-- Records for the exercise follows --

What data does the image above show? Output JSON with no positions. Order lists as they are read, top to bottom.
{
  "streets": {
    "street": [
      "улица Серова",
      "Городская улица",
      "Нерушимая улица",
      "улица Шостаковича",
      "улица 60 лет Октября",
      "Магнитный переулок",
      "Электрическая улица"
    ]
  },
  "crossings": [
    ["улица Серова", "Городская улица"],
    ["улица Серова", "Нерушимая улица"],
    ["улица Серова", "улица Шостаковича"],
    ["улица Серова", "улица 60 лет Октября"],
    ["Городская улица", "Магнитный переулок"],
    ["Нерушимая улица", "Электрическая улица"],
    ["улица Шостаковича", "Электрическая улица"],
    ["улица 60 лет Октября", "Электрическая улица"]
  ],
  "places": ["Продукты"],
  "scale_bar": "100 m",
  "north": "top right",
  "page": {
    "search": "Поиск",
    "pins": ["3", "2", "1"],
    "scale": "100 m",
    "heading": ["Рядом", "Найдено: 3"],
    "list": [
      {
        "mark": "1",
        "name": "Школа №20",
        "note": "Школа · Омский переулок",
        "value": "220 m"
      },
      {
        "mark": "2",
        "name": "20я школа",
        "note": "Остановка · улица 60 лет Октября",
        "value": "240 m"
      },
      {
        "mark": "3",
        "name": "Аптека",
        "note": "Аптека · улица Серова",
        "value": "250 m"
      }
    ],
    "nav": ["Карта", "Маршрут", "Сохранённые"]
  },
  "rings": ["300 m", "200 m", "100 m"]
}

-- Records for the exercise concluded --

◆ **What to work on**
The data above should be returned exactly as written.

◆ **Answer below**
What data does the image above show? Output JSON with no positions. Order lists as they are read, top to bottom.
{
  "streets": {
    "street": [
      "улица Серова",
      "Городская улица",
      "Нерушимая улица",
      "улица Шостаковича",
      "улица 60 лет Октября",
      "Магнитный переулок",
      "Электрическая улица"
    ]
  },
  "crossings": [
    ["улица Серова", "Городская улица"],
    ["улица Серова", "Нерушимая улица"],
    ["улица Серова", "улица Шостаковича"],
    ["улица Серова", "улица 60 лет Октября"],
    ["Городская улица", "Магнитный переулок"],
    ["Нерушимая улица", "Электрическая улица"],
    ["улица Шостаковича", "Электрическая улица"],
    ["улица 60 лет Октября", "Электрическая улица"]
  ],
  "places": ["Продукты"],
  "scale_bar": "100 m",
  "north": "top right",
  "page": {
    "search": "Поиск",
    "pins": ["3", "2", "1"],
    "scale": "100 m",
    "heading": ["Рядом", "Найдено: 3"],
    "list": [
      {
        "mark": "1",
        "name": "Школа №20",
        "note": "Школа · Омский переулок",
        "value": "220 m"
      },
      {
        "mark": "2",
        "name": "20я школа",
        "note": "Остановка · улица 60 лет Октября",
        "value": "240 m"
      },
      {
        "mark": "3",
        "name": "Аптека",
        "note": "Аптека · улица Серова",
        "value": "250 m"
      }
    ],
    "nav": ["Карта", "Маршрут", "Сохранённые"]
  },
  "rings": ["300 m", "200 m", "100 m"]
}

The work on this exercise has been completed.